Era una di quelle cose che accetti perché dicevano che era l’unica cosa che si poteva fare. Le lobotomie hanno portato sollievo ad alcuni pazienti, ma la chirurgia radicale ha lasciato altri uomini senza speranza e assenti.

[Giornalista Wall Street Journal]

Molti, tra cui Roman, hanno sofferto di convulsioni. La sorella di Roman non ha mai dimenticato l’aspetto di suo fratello.

[Sorella di Roman]

Il giorno dopo l’operazione, io e mia madre siamo andate in ospedale per vedere mio fratello. E riesco ancora a visualizzare l’enorme sofferenza che lo affliggeva. Sembrava che continuasse a contorcersi dal dolore. Ed è stato molto straziante vederlo in quello stato.

[Roman Tritz]

Non avevo mai avuto un mal di testa del genere prima. Le infermiere arrivavano e mi davano pillole antidolorifiche e cose del genere. Non servivano a niente. La cosa non ha mai avuto senso per me. Non riesco a capire in che modo, togliendoti un pezzo di cervello, possano aiutarti.

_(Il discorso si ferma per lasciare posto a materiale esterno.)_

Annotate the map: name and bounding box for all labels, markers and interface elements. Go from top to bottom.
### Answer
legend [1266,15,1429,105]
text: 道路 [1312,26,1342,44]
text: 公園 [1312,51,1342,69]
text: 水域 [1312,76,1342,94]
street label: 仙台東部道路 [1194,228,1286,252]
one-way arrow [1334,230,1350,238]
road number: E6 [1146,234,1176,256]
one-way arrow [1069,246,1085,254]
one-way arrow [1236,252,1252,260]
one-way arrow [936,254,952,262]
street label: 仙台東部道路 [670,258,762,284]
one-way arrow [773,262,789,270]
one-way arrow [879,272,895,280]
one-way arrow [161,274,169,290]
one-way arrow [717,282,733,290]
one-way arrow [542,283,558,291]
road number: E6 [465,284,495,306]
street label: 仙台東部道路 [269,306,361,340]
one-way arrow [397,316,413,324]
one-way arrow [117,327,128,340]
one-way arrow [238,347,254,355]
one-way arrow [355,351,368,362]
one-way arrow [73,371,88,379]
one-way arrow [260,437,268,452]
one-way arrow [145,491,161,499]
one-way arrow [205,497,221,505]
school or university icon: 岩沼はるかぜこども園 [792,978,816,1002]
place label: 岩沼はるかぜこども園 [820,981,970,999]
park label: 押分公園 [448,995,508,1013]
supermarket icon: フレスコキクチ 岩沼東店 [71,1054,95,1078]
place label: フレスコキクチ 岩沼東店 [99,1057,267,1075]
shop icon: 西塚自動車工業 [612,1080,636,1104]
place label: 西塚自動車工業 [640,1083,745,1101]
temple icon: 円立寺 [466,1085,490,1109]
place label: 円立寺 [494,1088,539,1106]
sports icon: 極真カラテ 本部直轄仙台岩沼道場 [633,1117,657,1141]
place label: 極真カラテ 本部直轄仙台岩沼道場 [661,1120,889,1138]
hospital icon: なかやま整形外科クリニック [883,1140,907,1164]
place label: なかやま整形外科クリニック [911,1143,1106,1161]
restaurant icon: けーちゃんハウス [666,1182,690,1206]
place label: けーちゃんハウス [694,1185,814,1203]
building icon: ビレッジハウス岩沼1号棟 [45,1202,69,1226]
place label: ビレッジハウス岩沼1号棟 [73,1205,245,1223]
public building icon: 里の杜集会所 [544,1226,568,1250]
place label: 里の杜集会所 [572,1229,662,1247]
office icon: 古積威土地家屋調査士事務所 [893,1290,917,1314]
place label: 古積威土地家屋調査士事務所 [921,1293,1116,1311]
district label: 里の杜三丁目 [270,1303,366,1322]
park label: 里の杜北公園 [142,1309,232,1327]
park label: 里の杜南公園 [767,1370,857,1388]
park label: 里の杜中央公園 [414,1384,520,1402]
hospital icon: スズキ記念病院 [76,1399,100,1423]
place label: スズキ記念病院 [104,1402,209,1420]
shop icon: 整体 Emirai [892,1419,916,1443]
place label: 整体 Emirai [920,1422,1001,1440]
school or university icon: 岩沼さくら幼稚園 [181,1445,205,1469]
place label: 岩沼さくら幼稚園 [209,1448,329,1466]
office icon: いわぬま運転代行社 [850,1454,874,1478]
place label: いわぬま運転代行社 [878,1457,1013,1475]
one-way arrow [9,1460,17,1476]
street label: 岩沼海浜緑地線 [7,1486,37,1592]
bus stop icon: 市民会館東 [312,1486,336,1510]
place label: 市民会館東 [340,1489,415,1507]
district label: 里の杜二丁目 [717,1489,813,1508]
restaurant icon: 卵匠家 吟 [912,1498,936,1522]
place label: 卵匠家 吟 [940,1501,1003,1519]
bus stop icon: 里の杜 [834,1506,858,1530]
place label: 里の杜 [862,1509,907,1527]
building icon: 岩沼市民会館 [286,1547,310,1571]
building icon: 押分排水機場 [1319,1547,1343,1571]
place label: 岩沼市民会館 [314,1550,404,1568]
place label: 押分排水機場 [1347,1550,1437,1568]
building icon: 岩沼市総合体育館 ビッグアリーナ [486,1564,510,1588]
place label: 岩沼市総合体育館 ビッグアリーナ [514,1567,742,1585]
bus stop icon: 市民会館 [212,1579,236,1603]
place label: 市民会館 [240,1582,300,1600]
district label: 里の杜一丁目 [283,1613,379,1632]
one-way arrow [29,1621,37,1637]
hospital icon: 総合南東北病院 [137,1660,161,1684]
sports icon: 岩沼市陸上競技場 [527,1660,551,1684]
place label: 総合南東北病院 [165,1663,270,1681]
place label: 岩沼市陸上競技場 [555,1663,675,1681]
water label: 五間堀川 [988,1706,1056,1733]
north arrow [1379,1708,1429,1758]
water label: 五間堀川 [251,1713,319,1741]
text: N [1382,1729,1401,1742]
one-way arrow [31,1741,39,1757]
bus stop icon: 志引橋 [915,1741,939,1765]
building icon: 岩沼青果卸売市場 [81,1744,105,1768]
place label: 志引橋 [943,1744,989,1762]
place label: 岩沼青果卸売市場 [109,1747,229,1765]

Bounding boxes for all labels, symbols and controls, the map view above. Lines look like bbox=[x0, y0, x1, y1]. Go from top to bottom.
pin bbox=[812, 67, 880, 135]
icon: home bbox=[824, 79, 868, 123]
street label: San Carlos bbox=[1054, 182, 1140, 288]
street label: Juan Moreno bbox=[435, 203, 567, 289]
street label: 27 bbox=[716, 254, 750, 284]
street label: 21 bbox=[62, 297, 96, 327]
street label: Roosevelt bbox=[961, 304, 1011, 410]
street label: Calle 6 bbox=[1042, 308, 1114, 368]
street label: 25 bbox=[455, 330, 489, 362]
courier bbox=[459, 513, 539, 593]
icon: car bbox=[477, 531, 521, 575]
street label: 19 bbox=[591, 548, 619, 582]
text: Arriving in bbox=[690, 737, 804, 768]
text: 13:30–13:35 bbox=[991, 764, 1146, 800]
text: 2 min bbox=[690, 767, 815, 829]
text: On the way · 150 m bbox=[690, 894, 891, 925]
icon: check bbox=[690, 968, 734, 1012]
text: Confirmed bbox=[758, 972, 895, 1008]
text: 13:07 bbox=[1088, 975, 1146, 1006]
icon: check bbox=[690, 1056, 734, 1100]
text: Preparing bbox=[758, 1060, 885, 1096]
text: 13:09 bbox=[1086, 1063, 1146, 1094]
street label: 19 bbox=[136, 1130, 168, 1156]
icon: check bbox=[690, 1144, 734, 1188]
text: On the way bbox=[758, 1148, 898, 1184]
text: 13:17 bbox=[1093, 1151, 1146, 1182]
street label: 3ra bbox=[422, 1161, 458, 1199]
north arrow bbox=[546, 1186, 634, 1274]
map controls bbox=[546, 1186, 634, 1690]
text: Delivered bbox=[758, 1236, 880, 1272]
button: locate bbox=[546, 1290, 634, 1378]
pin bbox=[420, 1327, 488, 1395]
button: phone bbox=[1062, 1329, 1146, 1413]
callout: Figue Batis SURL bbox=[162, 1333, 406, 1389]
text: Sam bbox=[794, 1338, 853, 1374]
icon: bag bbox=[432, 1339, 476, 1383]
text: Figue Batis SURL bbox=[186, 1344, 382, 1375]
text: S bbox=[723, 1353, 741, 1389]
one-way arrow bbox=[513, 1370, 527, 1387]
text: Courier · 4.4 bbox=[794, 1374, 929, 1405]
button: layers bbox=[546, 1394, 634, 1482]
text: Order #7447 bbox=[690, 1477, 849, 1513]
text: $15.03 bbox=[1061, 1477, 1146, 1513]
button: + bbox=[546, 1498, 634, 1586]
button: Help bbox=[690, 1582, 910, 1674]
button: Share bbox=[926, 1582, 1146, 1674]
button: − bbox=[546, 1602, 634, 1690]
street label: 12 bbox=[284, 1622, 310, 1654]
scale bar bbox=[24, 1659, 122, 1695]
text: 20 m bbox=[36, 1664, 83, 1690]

[Giornalista Wall Street Journal]

Roman trascorse altri cinque anni entrando e uscendo di continuo dall’ospedale. Alla fine si stabilì a Lacrosse, dove lavorò nelle officine meccaniche. Ora, all’età di 90 anni, la sua casa è un appartamento in affitto di una stanza. Vive di previdenza sociale e di una piccola rendita.

[Roman Tritz]

Mi alzo verso un quarto alle nove. Vado a mangiare intorno alle 10 e 30.

[Cameriera]

Benvenuto, Roman.

[Roman Tritz]

Poi leggo il giornale.

[Giornalista Wall Street Journal]

Ma la malattia mentale lo oscura ovunque. Roman immagina cospirazioni dell’FBI ed è turbato da quello che chiama il suo cervello magnetico.

[Roman Tritz]

Intercettano i miei programmi mentali. E vogliono che mi arrenda all’FBI. Ma non mi arrenderò alla dannata FBI.

[Giornalista Wall Street Journal]

Ogni giorno, Roman porta avanti la sua routine trovando un modo per convivere con i danni causati dalla guerra, dalla malattia mentale e forse dalla medicina stessa.

[Roman Tritz]

Una volta, ero in un negozio di barbiere da queste parti. E c’era un altro ragazzo che mi ha chiesto, cosa diavolo ti hanno fatto alla testa? E io gliel’ho detto. E lui ne è rimasto disgustato.

Quindi questa non è l’America splendida che si dice. Non secondo la mia stima.

Vediamo quindi che il Pentagono sa bene che cosa sia la lobotomia e quale ne siano gli effetti e ciò nonostante si è reso colpevole di condurre operazioni mediche sperimentali sui suoi militari e veterani. Ma gli esperimenti mentali della CIA e del Pentagono sono continuati ben oltre agli anni 40 e 50 arrivano fino a giorni nostri.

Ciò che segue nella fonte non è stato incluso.